It just never ends with these hype-and-hoopla stocks. And when one wave finally dies, there’s something new. This stuff is just hilarious.
By Wolf Richter for WOLF STREET.
The legalization of cannabis was going to change the world. There are well over a dozen cannabis stocks that trade on US exchanges. These hype-and-hoopla stocks are another classic example of a rip-off of retail investors. Don’t ever buy stocks when you’re high is not financial advice here. And if you ever want to buy cannabis products, go buy them, but don’t buy their stocks is not financial advice either.
So one of these hype-and-hoopla darlings – Canopy Growth Corp, a Canadian company, like so many cannabis outfits – reported its long delayed Q4 and full fiscal year earnings today. Reading their earnings report is probably even more fun when you’re high.
All amounts on Canopy Growth, except share price, are in Canadian dollars. Because the shares trade on the Nasdaq, the company has to file its financial reports with the SEC, which it did today:
- In Q4, ended March 31, it lost $648 million on $87 million in net sales.
- In Q4 a year ago, it lost $394 million on $102 million in sales.
- For the fiscal year 2023, it lost $3.31 billion on $402 million in net sales.
- It’s now shedding operations and cutting out stuff, trying to hang on a while longer.
- Over the six years since 2017, the company lost $7.5 billion.
- I mean, that takes some doing.
And it has just about nothing to show for these $7.5 billion in losses: No fancy semiconductor that would power the future of generative AI, or whatever, no mass-produced EV that would knock the door-handles off Tesla, but just some products based on a, um, weed, and sharply dropping revenues.
Annual net revenues peaked in fiscal 2021 at $529 million. Since then, revenues have plunged by 24% to $403 million.
Fitch Ratings, which last rated the company one notch above default (CCC-) withdrew its ratings; S&P Global, which last rated the company “selective default,” also withdrew its credit ratings, after the company had defaulted on $100 million in unsecured notes and then restructured them with the related-party lender, Constellation Brands, into a cash payment for accrued interest and a new promissory note to be converted into special shares.
On February 10, 2021, Canopy Growth had a market cap of nearly $20 billion. It was that infamous February 10, 2021, when a lot of this hype-and-hoopla stuff peaked and then collapsed to then end up in my pantheon of Imploded Stocks.
We forgot about it already because that was over two years ago, and we have moved on, and this stuff has imploded, and now we’re onto the next hype-and-hoopla thing, generative AI, that is so much bigger than pot stocks, and so much more fun. Now we’re talking trillions, not a couple of hundred billions. The first half of the charts look similar though. The second half hasn’t played out yet.
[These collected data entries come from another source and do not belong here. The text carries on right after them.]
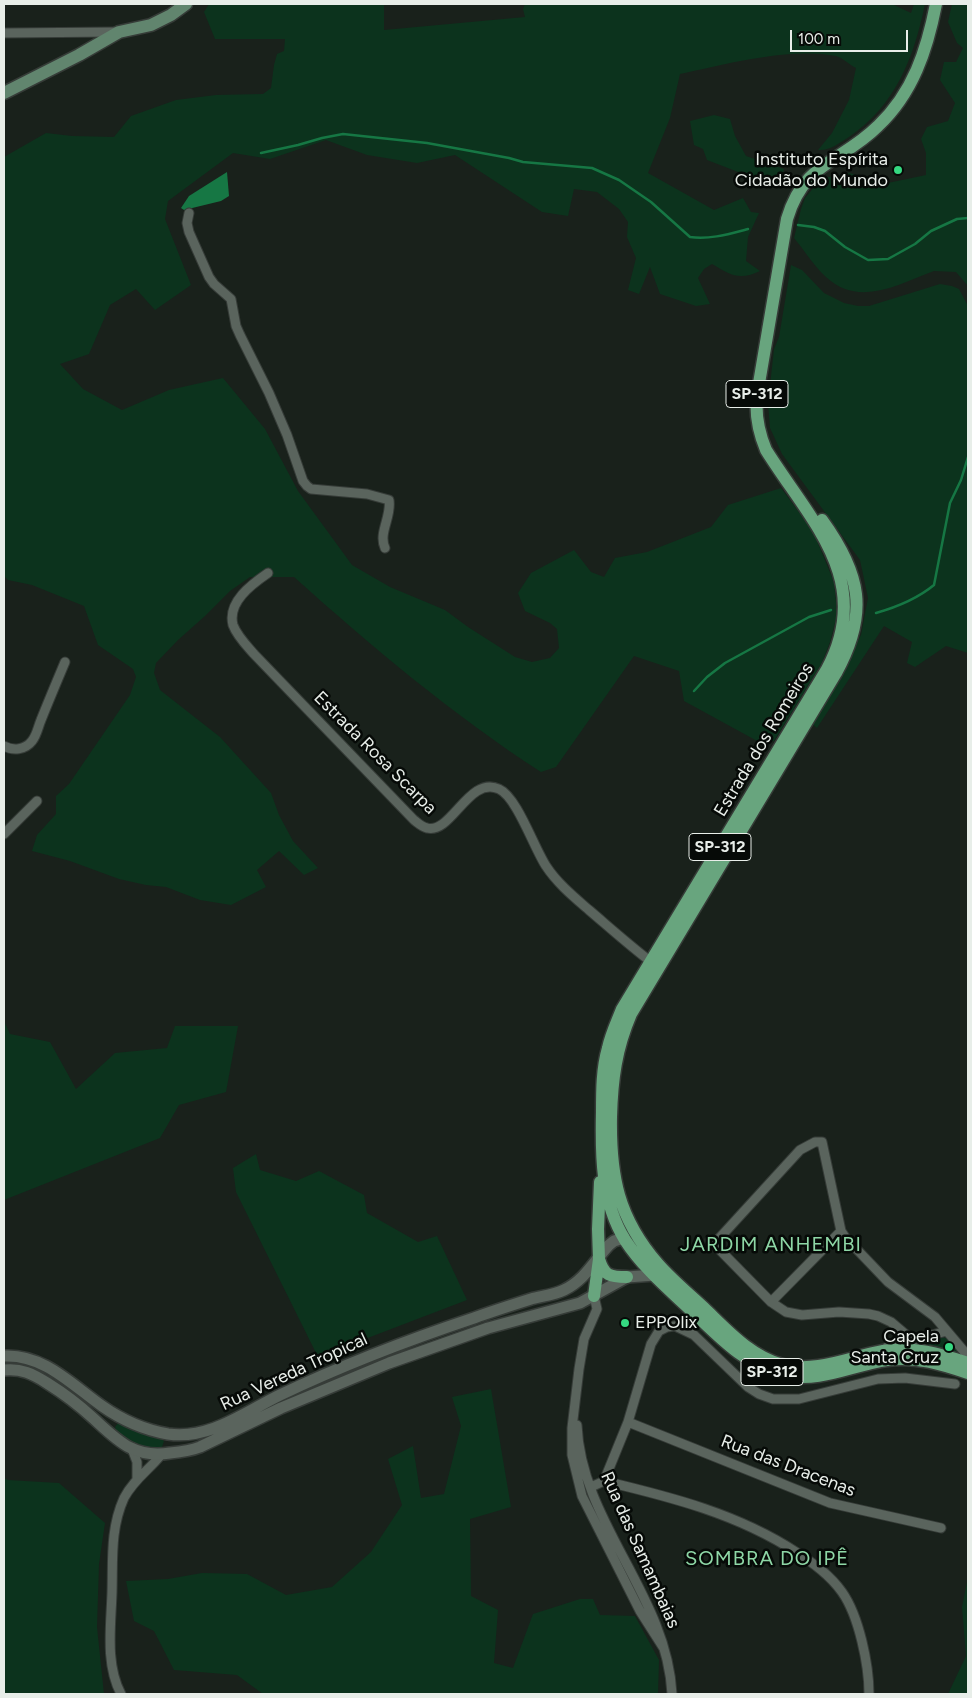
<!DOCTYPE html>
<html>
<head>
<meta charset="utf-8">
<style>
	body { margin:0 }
	#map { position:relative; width:972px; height:1698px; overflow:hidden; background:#19211b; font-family:Figtree,sans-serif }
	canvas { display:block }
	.frame { position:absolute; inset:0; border:5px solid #e8eee9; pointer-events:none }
	.scale { position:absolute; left:790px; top:30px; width:118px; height:22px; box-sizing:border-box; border:2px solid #e8eee9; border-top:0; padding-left:6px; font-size:15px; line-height:18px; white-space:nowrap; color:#e8eee9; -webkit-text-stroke:4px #060a07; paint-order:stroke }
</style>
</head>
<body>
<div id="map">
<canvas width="972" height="1698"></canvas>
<div class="frame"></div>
<div class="scale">100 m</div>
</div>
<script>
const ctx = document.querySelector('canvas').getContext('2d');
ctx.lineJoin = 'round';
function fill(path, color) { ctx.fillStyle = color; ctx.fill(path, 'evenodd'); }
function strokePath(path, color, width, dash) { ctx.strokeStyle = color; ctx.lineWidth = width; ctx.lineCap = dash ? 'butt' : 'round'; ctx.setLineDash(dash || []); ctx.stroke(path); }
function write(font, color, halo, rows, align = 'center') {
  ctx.font = font + ' Figtree,sans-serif'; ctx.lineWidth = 5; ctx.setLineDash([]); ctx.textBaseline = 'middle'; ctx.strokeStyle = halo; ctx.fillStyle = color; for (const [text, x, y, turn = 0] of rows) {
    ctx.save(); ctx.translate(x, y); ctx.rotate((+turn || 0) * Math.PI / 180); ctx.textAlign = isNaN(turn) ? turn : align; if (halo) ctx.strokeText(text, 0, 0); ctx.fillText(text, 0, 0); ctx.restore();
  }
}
const green = new Path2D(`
	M209,4H384V30L525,17L523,9L525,4H583V5H591L592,4H892L911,13L914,4H925C914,57 896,105 849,137C839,143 830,151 818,150L832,133L849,100L856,68C850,65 843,58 836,56C789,47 727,64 680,74L670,118L648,173L714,210L743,198L751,212L759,213L748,237L746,261L760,271C739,281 731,275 712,264L704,269L698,278L710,304L696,306L660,294L650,267L639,294L628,290L636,258L627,237L628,222L619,209L597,192L574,189L568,216L542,212L455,155L417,163L367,155L326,140L270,159L233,153L168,201L165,219L191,285L155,310L136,289L110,305L89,354L60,364L83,389L122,410L169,390L223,378L265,429L298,491L352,565L390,587L445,610L468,627L515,657L532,662L550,658L559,648L557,629L550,623L525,611L518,593L531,573L574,550L591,572L604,577L615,558L647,552L711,527L728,505L781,488L813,531L834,582L836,602V619L830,642L822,663L774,741L759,742L684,701L679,671L634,656L556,767L541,772C453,715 372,647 294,577H250L230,591L205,616L178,640L156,663L154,673L160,690L220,737L271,793L279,815L293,841L318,868L304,875L279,851L257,870L266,887L231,905L200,900L166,887L146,885L119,879L70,861L32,851L37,835L56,814V796L69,784L130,695L136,677L133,669L98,645L84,606L32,585L8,580L4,576V157L46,133L72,136L114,137L131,116L176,100L216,95L263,94L271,88L274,65L277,54L284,51L285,39H215L204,12Z
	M952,4H968V286L956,272L934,271C899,284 859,308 826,277C814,266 804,250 794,238L801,209L805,198L815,186L824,178L850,173L883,184L926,175V153L921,139L927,127L948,121L955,103L940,80L944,62H956L963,48L957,43L948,22Z
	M714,115L730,119L735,136L746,156L784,169L781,180L772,185L707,160L703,149L694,145L690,121Z
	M791,265L802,270L824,293L844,303L858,306H869L940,284L952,286L959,289L968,306V653L946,646L915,667L907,663L912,642L884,626L817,728L811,723L861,635L868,598L860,560L782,454L770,428L768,403L774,349L779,337Z
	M4,1021L10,1034L50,1042L76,1089L115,1053L167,1048L175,1026H238L226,1092L179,1105L160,1138L4,1200Z
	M256,1154L260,1170L296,1181L319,1171L364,1195L367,1213L418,1242L437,1236L467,1300L318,1357L236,1192L233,1168Z
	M942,1337L949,1339L958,1351L957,1354L910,1345Z
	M491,1389L511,1507L470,1519L471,1596L498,1610L494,1663L513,1668L533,1614L580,1599H593L600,1615L635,1616L659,1660L658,1694H263L237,1675L174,1670L154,1631L134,1621L126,1581L168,1579L202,1573L247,1574L286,1595L332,1587L371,1552L402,1505L388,1459L413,1446L421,1498L444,1494L461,1426L452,1397Z
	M119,1422L162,1439L164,1441L162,1447L160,1450C145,1447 119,1444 115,1427Z
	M4,1478L8,1480L59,1483L105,1523L99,1564L97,1627L104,1694H4Z
	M968,1577V1694H948L966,1656L962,1607Z`);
const water = new Path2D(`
	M227,172L229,196L221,201L184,210L181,208L189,196Z`);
const stream = new Path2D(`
	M261,153L298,145L322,138L343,134L427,143L509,158L523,162L592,168L619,180L651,202L690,237C709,240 729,234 748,229
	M798,225L814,227L825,231L845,247L868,260L888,259L915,244L931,231L957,219L968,218
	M876,613C897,607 917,599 934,585L950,503L961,480L968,457
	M694,691L707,677L725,663L809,617L831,610`);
const minor = new Path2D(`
	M4,33L116,32
	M189,213L187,223L189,232L209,277L214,284L231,299L236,326L240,335L269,393L287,435L303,481L307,486L311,489L367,494L389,500C392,516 378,533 385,548
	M268,573C252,584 227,602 233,625C237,636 247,646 254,654L414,820C418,823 422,827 427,828C451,835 469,775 499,789C517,797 534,848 546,866C557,883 574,897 589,910C609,927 629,945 650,961
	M4,746C13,751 25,750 32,741C37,735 38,727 41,720C49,700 57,681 65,662
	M4,834L37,801
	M710,1240L771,1302L786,1312L802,1315L839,1312L869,1314L878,1316L891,1322L911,1339
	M714,1244L800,1150L815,1142H822L841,1231L845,1237L888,1282L935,1317L968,1356
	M594,1296L597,1309L584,1339L579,1369L572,1428V1455L582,1496L640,1611L663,1647
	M771,1302L841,1231
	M887,1347L947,1331
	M628,1422L830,1503L941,1528
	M577,1425C581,1523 667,1595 672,1694
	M132,1449L137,1462V1478
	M604,1481C671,1497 738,1514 796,1552C813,1563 830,1575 842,1592C859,1616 869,1665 869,1694
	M591,1487L604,1481L628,1422L651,1344L659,1331L667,1327L675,1326L694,1335L748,1387L759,1394L773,1399H799L878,1379L905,1378L955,1384
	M121,1694C105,1664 111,1626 112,1592C113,1560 110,1529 124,1498C134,1479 148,1471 161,1455`);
const tertiary = new Path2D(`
	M4,1356C44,1354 72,1385 102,1406C122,1420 145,1430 168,1434C210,1440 245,1412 280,1395C343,1365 408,1340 474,1318C493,1311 512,1305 531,1299C542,1296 554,1295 564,1290C585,1280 594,1261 609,1245L614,1241L624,1238
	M4,1370C21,1368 33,1374 47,1383C63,1393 79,1405 93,1418C117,1440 134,1459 170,1453C180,1452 190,1451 200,1447L281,1408L389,1363L488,1328L580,1303L627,1277L655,1275`);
const secondary = new Path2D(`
	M4,93L79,55L119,32L151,25L171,15L186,4`);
const primary = new Path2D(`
	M936,4C927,50 913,93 878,126C841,163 804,161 787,219L757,395C755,415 758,431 766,450C811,522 875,580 827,669L622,1009C617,1022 611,1034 608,1048C602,1069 602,1090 602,1112C601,1155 601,1201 625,1240C643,1268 671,1291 695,1314C720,1338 748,1367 784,1375C820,1383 852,1365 887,1360C916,1356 941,1364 968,1373
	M822,520C861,574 869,613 836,673L631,1014C616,1049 612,1079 611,1117C610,1176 618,1218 658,1264C672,1280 689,1294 704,1308C727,1330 751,1357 783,1365C818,1373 849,1357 883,1351C913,1346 940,1354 968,1363
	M599,1259C604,1276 610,1277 627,1277
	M594,1296L599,1259L598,1229L600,1182`);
const markers = [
	[898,170,5,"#35d881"],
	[625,1323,5,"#35d881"],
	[949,1347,5,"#35d881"]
];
const shields = [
	[757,394,62],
	[720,847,62],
	[772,1372,62]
];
const shieldNames = [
	["SP-312",757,394],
	["SP-312",720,847],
	["SP-312",772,1372]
];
const poiNames = [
	["Instituto Espírita",888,160],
	["Cidadão do Mundo",888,181],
	["EPPOlix",635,1323,"left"],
	["Capela",939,1337],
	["Santa Cruz",939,1358]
];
const streetNames = [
	["Estrada dos Romeiros",764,740,-59],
	["Estrada Rosa Scarpa",375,753,45],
	["Rua Vereda Tropical",294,1372,-25],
	["Rua das Dracenas",788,1466,21],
	["Rua das Samambaias",640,1550,66]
];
const quarterNames = [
	["JARDIM ANHEMBI",771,1245],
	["SOMBRA DO IPÊ",767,1559]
];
fill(green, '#0c331d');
fill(water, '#167744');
strokePath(stream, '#167744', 2.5);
strokePath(minor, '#363c38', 11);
strokePath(tertiary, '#363c38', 14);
strokePath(secondary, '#363c38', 15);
strokePath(primary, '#363c38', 15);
strokePath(minor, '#5a645d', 9);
strokePath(tertiary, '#5a645d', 11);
strokePath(secondary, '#61856e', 12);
strokePath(primary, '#68a57e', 12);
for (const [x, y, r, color] of markers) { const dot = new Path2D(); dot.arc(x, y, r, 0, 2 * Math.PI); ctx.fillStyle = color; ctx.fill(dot); strokePath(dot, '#060a07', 2); }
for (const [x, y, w] of shields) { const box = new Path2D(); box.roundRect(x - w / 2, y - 13.5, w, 27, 4); ctx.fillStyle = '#060a07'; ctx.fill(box); strokePath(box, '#e8eee9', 1); }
write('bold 16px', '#e8eee9', null, shieldNames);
write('18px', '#e8eee9', '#060a07', poiNames, 'right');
write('18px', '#e8eee9', '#060a07', streetNames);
ctx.letterSpacing = '1px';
write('20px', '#8ed7a6', '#060a07', quarterNames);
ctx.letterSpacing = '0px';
</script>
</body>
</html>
Cannabis is a valid product. Generative AI may some day be a valid product. But here, we’re just looking at hype-and-hoopla cannabis stocks, and what they did to stock jockeys that got all excited about them. The people that got out in time, made lots of money, the others got wiped out. Which is how that works.
Today, the shares of Canopy Growth [CGC] closed at $0.58, down about 99% from the hype-and-hoopla spike on February 10, 2021, when they were worth over $50 a share.
This chart shows the market cap to show the magnitude of this: $20 billion went up in smoke, so to speak, easy come easy go, which is what hype and hoopla is all about (data via YCharts):
There are a whole bunch of these cannabis stocks. They’re summarized nicely by the AXS Cannabis ETF, which has collapsed by 94% from $30.99 at the peak on February 10, 2021, to $1.75 today.
My favorite is Bright Green. I mean, memory in the stock market is like two weeks, or something. The company went public via a direct listing on the Nasdaq on May 17, 2022, after the other cannabis stocks had already collapsed. It was a pot grower with zero revenues. But OK, maybe they were trying to set a collapse record. The stock opened at $15.99 a share then spiked to $58 by the next day intraday, and then did one of those infamous rug-pull insta-collapses. A month later it was at $2.59.
Then a year later, on May 24, 2023, the company pulled off a private placement, selling 3,684,210 shares of common stock plus warrants to purchase 3,684,210 shares of common stock, at $0.95 per share and accompanying warrant. Today it’s at $0.91. This stuff is just hilarious:
We have seen this behavior in the stock market in one sector after another. It’s like a video game, so suspenseful. And it’s so much more fun than the casinos in Las Vegas, and you know, it’s not real money, it’s just play money, of which the Fed printed trillions. But the amounts are big nevertheless. And each time, a bunch of googly-eyed retail investors got cleaned out.